Mikroplastik ada di sekitar kita dan begitu bahaya. Permasalahan tentang kerusakan alam akibat sampah selalu menarik dan sexy untuk diperbincangkan. Bumi tempat kita hidup dan semua proses alamiah di dalamnya tidak bisa lepas dari tingkah manusia. Nyatalah, sebagai mahkluk yang diberi akal dan pikiran sebelum bertindak, kita adalah makhluk paling sempurna. Lebih dari itu, amanah sebagai “Khalifah fil ardl” (pemimpin di bumi) melekat di pundak setiap pribadi seseorang.
World Economic Forum (2020) merilis hasil riset yang mengemukakan bahwa Indonesia menghasilkan sampah plastik sebesar 6,8 Ton per tahun. Dengan angka tersebut, Sampah plastik yang mengalir ke perairan nasional tembus sampai angka 30% antara tahun 2017-2025. Artinya, Tumpukan sampah plastik sebanyak 620.000 Ton akan menjadi 780.000 Ton setiap tahunnya jika tidak segera diatasi.
Dari paparan hasil riset di atas, muncul bahaya lainnya yaitu mikroplastik. Jika plastik mudah kita jumpai di banyak tempat, maka beda halnya dengan mikroplastik. Sampah jenis ini mempunyai ancaman bahaya laten karena ukurannya yang sangat kecil.
Selain skala nasional, ancaman mikroplastik juga menjadi isu global. Sampah jenis ini berukuran kecil lebih dari 5 mm dan dibagi menjadi dua jenis, mikroplastik primer dan sekunder.
Mikroplastik primer terdiri dari hasil produksi plastik yang dibuat dalam bentuk mikro seperti scrub/microbeads sedangkan mikroplastik sekunder adalah pecahan atau hasil dari fragmentasi plastik yang lebih besar, contohnya seperti fragmen, granul, filamen, fiber (Zhang, dkk, 2017).
Karena ukurannya yang lebih kecil ini, memungkinkan bisa masuk ke dalam tubuh biota laut seperti bivalvia, ikan dan lainnya. Akibatnya, polutan ini dapat masuk dalam rantai makanan (aquatic food chain) sehingga berdampak buruk pada kesehatan manusia.
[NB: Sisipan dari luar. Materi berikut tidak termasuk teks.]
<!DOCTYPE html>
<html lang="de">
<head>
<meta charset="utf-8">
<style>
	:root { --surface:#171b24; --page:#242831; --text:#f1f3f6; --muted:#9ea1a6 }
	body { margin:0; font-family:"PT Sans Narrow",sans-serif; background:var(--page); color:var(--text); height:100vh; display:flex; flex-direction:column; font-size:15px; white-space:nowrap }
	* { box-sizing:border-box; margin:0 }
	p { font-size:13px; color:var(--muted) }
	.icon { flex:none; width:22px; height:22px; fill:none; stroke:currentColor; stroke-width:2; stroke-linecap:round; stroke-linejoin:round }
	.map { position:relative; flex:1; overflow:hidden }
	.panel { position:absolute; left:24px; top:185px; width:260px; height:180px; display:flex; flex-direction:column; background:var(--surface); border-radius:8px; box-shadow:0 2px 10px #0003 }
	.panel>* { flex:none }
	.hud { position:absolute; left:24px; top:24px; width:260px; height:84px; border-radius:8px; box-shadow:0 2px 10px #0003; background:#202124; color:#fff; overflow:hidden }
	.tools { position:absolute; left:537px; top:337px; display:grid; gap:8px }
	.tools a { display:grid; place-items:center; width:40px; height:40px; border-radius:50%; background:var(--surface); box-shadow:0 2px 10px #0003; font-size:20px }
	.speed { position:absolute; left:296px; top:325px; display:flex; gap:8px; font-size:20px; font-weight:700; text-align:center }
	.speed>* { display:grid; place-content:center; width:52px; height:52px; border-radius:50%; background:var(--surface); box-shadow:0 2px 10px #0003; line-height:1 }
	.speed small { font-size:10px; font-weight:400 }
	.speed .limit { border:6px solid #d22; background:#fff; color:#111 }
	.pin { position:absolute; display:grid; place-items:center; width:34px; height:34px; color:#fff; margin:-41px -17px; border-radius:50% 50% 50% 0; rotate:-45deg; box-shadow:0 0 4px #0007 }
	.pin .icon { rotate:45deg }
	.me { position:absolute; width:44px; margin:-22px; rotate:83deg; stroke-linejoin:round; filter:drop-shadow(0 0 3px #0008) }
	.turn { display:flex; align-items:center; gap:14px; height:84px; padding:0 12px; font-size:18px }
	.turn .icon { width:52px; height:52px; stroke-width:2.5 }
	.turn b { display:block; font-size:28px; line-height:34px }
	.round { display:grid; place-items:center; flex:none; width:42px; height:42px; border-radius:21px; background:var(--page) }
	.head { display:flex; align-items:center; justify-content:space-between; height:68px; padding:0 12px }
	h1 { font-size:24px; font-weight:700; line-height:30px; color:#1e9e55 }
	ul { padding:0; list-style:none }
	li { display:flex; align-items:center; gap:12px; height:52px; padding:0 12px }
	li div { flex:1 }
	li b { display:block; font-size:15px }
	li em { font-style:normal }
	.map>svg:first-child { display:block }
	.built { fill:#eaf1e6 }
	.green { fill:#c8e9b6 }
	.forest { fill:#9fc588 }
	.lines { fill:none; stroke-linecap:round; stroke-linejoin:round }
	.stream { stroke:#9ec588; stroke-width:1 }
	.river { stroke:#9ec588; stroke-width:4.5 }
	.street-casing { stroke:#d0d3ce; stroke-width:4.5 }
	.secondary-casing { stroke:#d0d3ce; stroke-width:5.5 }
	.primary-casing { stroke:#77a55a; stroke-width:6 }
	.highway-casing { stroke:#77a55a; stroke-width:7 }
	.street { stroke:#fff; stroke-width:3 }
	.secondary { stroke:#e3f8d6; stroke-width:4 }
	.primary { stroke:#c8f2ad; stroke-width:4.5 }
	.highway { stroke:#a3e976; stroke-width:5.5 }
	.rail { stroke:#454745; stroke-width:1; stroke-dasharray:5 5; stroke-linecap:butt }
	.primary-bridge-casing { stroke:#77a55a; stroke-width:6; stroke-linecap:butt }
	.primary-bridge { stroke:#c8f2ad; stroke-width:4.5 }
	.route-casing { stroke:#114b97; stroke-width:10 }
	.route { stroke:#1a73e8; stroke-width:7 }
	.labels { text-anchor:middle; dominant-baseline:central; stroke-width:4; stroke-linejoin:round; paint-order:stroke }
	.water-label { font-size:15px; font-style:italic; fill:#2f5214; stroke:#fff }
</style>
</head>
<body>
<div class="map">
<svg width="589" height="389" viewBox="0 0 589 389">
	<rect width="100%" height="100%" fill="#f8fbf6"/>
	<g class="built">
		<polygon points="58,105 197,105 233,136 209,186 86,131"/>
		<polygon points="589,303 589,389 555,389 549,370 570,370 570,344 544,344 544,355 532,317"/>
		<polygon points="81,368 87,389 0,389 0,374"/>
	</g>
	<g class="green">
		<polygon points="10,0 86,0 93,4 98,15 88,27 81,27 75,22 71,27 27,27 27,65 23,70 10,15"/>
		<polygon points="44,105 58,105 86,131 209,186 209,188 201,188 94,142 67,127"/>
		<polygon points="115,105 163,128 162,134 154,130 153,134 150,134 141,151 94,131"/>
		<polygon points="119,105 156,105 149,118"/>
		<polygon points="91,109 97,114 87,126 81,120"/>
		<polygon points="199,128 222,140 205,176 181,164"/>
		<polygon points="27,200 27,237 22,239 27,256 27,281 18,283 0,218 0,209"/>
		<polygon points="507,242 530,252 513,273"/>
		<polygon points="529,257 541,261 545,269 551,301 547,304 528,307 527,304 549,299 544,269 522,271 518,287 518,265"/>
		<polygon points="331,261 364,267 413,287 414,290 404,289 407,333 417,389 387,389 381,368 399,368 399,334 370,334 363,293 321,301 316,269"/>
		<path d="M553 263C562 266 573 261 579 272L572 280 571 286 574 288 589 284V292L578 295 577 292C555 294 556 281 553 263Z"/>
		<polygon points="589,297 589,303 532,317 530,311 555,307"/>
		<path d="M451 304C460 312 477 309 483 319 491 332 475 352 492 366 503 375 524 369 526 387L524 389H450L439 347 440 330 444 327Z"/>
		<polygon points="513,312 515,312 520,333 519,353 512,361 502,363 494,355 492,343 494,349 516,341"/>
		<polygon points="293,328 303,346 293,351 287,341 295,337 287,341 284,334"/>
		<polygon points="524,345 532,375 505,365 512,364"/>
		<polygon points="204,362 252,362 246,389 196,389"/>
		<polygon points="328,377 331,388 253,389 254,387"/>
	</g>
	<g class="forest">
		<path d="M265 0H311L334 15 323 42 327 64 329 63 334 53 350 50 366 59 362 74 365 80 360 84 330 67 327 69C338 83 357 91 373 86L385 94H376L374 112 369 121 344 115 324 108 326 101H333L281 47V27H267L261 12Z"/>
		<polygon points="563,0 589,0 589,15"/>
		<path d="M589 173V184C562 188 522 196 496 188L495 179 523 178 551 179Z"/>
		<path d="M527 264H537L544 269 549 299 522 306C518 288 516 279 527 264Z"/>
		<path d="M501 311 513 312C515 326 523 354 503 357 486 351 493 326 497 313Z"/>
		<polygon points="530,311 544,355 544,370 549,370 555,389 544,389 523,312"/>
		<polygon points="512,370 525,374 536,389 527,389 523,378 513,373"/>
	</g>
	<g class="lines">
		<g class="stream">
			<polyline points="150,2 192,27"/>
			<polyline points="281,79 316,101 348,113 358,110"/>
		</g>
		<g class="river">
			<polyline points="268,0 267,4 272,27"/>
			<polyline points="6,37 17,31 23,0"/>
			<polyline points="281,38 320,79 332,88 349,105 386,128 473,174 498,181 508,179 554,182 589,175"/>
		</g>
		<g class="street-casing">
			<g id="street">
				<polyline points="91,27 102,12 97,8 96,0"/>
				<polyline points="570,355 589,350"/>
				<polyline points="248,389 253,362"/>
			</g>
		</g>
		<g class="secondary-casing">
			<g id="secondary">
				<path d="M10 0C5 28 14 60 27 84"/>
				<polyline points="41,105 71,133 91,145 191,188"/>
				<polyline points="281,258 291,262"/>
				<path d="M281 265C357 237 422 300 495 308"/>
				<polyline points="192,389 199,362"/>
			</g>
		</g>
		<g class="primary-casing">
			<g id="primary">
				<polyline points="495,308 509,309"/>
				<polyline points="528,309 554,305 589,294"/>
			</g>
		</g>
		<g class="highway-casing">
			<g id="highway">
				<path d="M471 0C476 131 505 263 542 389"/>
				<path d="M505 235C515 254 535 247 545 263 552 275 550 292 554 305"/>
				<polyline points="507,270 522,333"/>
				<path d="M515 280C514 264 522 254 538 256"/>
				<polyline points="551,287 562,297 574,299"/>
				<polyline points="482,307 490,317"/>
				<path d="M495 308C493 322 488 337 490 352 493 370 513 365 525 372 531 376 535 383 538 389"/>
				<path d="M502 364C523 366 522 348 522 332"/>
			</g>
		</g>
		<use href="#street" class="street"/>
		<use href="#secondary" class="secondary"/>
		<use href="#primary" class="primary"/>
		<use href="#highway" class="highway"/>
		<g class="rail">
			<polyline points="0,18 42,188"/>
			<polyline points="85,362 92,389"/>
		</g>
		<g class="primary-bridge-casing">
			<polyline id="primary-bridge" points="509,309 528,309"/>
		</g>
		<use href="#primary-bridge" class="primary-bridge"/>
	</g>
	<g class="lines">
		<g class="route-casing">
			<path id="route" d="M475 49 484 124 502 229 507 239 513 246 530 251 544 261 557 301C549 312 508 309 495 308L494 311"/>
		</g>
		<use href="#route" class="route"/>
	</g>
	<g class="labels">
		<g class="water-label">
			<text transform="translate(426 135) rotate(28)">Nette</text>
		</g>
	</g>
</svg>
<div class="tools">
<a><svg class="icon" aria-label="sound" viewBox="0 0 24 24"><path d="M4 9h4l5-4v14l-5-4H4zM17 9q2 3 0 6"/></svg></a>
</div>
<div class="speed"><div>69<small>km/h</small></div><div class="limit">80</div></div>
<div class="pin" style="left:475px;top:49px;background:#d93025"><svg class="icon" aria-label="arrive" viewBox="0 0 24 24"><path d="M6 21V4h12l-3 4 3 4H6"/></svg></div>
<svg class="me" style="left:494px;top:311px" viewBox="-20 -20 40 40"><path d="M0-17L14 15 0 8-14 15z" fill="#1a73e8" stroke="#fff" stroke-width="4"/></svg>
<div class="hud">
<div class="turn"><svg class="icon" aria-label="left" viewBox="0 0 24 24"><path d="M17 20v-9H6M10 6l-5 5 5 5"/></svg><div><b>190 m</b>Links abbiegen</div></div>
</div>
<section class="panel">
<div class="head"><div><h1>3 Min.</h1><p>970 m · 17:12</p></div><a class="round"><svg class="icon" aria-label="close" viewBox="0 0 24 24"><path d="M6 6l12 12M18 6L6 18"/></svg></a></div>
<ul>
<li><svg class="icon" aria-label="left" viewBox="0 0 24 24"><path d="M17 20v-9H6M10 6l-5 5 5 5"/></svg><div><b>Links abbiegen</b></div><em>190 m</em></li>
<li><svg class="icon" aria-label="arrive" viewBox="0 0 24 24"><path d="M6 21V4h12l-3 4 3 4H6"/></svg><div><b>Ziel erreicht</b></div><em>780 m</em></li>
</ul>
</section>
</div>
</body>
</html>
Proses masuknya polutan mikroplastik ke dalam rantai makanan biasanya kurang disadari oleh masyarakat umum. Misalnya, pedagang yang menjual ikan, seafood atau biota laut lainnya. Maka dapat dikatakan ada semacam pemalsuan karena biota laut yang dijual sudah tidak 100% aman dan sehat dari seharusnya karena di dalamnya mengandung cemaran polutan plastik.
Bahaya yang ditimbulkan pada manusia adalah bila mikroplastik berada dalam lumen, maka dapat berinteraksi dengan darah melalui proses adsorpsi dan akan mengisi protein dan glikoprotein. Hal tersebut dapat mempengaruhi kekebalan tubuh dan pembekakan usus. Ukuran mikroplastik yang sangat kecil juga memungkinkan transportasi ke jaringan organ lain (Hoolman,2013).
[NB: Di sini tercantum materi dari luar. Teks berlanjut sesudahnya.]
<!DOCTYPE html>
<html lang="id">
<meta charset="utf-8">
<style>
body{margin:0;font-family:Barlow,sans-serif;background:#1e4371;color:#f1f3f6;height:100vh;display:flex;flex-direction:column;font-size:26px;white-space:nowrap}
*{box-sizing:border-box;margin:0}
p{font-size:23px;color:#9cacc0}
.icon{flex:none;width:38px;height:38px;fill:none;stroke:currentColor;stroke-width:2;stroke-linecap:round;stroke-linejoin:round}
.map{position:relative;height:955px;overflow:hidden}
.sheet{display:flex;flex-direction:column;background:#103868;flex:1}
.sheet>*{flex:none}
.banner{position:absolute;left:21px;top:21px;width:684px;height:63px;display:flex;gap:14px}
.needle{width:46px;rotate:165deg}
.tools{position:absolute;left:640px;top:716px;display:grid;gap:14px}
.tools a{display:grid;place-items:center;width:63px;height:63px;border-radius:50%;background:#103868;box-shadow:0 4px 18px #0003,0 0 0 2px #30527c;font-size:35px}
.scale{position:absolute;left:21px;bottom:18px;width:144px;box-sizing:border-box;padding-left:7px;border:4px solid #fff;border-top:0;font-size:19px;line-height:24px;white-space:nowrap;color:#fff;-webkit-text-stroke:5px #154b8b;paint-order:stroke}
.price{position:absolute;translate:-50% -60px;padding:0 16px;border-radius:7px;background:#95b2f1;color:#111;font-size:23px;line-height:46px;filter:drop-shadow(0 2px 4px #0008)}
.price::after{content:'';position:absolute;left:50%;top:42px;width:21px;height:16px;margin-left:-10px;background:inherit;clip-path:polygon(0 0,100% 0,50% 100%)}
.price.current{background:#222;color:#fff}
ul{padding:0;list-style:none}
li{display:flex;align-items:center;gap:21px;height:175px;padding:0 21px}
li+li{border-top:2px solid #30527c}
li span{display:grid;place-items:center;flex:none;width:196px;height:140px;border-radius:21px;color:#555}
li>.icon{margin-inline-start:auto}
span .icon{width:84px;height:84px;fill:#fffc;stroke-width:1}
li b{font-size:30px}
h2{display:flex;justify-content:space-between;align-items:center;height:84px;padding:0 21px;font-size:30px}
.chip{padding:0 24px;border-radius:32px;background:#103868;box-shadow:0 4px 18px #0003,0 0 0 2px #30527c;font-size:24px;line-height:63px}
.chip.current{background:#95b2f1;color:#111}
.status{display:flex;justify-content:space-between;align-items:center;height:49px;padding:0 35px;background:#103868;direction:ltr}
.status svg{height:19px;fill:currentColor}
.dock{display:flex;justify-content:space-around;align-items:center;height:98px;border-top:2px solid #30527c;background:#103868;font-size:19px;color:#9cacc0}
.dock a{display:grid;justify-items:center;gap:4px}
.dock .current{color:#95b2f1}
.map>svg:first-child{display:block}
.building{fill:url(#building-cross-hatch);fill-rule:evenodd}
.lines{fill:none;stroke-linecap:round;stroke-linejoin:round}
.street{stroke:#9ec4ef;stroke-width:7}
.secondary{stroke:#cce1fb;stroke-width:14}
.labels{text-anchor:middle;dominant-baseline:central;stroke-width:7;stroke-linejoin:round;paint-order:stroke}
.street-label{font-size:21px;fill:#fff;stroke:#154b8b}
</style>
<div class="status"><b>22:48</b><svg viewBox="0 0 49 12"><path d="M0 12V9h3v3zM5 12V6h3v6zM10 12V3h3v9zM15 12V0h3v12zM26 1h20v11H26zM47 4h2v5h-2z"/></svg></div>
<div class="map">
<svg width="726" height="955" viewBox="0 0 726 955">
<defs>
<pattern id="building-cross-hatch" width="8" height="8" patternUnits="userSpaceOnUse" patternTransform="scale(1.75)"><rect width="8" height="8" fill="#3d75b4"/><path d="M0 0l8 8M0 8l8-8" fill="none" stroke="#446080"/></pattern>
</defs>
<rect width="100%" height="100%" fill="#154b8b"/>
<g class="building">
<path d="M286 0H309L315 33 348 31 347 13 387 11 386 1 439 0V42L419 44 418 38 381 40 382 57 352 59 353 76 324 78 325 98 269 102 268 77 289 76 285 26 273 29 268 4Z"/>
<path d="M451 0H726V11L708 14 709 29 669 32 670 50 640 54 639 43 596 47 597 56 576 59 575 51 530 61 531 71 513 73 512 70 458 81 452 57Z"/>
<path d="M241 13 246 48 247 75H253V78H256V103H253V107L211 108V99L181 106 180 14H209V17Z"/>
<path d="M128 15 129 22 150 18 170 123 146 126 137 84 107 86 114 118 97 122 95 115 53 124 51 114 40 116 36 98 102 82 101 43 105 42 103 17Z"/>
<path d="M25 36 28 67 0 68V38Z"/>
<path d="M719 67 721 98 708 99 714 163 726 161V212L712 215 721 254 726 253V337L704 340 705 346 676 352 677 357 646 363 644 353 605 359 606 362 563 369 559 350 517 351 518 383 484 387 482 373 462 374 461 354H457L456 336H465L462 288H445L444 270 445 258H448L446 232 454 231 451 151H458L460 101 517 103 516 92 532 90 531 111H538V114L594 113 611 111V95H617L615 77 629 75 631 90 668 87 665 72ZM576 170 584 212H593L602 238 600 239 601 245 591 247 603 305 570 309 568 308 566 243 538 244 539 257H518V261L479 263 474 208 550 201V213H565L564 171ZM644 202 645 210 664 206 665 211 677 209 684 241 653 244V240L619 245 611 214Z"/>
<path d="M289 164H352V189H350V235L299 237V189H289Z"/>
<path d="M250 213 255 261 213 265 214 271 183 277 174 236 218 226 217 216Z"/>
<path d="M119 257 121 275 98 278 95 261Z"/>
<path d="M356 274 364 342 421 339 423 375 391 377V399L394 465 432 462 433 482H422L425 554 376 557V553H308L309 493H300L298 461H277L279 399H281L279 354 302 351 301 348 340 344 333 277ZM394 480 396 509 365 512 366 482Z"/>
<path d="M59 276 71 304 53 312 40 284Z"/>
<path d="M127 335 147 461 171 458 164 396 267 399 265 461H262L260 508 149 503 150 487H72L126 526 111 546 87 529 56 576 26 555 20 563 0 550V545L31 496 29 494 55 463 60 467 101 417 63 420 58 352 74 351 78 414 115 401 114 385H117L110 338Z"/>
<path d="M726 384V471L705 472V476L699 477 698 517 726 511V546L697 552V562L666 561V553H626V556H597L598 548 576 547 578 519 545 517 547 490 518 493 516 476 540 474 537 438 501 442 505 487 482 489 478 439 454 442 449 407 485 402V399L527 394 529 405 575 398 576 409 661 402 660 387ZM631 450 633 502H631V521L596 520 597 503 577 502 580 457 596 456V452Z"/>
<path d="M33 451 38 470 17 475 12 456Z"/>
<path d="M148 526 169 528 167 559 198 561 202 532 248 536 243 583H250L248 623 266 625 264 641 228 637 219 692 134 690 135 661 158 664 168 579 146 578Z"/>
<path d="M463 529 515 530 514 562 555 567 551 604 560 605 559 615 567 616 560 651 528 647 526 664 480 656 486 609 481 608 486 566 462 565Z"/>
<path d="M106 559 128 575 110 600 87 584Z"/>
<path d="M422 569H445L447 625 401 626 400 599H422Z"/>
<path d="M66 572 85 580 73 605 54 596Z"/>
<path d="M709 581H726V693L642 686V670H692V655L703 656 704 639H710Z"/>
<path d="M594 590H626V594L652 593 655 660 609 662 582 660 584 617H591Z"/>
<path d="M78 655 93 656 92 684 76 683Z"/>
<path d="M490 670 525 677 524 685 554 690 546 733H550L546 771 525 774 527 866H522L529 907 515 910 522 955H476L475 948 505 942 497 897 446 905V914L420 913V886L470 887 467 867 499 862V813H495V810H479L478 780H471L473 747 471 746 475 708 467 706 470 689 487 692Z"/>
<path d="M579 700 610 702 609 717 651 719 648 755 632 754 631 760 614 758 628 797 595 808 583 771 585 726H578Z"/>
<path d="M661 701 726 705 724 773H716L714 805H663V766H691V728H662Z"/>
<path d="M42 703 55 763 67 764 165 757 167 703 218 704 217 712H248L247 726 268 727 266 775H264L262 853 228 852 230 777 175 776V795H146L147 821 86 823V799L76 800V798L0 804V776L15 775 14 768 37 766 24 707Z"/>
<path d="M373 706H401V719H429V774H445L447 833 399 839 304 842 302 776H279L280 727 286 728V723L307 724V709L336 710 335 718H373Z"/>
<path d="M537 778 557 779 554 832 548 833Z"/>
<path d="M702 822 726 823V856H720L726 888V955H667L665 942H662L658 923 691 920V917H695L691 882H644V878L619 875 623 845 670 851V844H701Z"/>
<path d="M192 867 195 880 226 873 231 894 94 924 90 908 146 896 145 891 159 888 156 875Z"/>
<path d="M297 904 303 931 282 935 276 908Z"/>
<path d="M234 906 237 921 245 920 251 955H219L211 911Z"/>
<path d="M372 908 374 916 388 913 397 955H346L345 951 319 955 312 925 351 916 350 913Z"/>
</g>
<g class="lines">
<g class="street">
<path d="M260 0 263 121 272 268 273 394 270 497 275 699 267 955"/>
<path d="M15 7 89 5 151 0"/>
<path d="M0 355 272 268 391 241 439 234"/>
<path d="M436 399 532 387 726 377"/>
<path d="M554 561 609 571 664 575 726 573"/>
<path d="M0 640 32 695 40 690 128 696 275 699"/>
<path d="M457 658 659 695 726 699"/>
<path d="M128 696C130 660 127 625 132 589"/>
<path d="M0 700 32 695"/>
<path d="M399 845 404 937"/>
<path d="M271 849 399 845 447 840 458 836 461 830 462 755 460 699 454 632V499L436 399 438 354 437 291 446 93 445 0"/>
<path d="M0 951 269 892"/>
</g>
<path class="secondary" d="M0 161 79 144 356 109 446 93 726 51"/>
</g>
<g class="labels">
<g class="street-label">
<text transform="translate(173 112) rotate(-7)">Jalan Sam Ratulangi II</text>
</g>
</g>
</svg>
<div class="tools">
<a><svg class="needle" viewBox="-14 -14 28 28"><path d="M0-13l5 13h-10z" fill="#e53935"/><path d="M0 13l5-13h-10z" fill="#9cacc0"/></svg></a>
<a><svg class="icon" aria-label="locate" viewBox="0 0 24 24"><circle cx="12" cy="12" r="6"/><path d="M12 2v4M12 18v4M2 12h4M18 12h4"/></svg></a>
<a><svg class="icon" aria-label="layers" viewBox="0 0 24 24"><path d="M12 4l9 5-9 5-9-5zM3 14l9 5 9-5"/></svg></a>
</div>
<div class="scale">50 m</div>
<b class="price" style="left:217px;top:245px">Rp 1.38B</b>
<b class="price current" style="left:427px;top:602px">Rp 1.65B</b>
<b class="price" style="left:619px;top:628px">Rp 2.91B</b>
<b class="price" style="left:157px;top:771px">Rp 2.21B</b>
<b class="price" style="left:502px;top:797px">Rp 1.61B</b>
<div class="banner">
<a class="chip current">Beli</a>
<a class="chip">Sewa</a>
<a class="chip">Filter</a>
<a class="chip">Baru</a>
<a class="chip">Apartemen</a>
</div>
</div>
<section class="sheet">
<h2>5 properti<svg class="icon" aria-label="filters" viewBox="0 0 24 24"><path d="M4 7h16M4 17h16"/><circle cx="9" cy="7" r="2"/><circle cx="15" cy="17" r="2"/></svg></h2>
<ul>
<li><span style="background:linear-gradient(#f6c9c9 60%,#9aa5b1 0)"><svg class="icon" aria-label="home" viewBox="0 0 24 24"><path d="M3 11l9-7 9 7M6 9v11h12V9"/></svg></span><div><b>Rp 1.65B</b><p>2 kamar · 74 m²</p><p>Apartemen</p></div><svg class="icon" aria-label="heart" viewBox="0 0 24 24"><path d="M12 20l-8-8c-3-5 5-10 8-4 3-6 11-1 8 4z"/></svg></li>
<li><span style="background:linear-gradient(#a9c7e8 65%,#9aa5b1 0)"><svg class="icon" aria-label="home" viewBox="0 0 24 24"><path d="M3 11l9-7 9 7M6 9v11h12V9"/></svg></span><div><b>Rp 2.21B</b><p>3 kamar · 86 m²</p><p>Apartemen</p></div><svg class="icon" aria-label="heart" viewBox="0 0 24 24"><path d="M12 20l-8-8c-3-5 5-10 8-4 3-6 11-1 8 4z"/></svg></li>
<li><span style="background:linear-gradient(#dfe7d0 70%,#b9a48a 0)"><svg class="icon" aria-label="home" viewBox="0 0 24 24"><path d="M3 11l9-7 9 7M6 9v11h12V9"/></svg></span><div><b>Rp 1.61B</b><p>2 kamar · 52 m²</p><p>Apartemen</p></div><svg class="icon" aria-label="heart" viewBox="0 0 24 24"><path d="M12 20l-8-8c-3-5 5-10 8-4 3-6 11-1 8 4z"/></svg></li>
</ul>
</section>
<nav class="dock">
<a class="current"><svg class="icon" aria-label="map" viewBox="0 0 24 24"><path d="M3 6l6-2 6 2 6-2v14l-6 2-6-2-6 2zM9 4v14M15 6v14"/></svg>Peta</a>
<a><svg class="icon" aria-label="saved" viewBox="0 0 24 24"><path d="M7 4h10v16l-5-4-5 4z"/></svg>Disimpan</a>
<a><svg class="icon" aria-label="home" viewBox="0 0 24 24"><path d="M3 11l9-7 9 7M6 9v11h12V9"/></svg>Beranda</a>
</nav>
Menurut UU No.18 Tahun 2012, keamanan pangan merupakan kondisi dan upaya yang diperlukan untuk mencegah pangan dari kemungkinan cemaran biologis, kimia dan benda lain yang dapat mengganggu, merugikan dan membahayakan kesehatan manusia serta tidak bertentangan dengan agama, keyakinan dan budaya masyarakat sehingga aman untuk dikonsumsi. Keberadaan mikroplastik dapat dikategorikan sebagai cemaran yang berpotensi membahayakan kesehatan masyarakat sehingga tidak memenuhi standar keamanan pangan.
Allah SWT berfirman dalam Al-Qur’an surat Ar-Rum ayat 41 yang artinya: “Telah tampak kerusakan di darat dan di laut karena perbuatan manusia, supaya Allah merasakan kepada mereka sebagian dari (dampak) perbuatan mereka, semoga mereka kembali (ke jalan yang benar)”.
Ayat Al-Qur’an di atas sering dikutip ketika terjadi beberapa bencana alam. Namun bilamana hanya mengutip tanpa adanya tindakan preventif tentunya hal ini sia-sia. Kita tetap berada dalam satu lingkaran (mikroplastik diproduksi oleh manusia, dari perbuatan manusia dan berdampak buruk untuk manusia).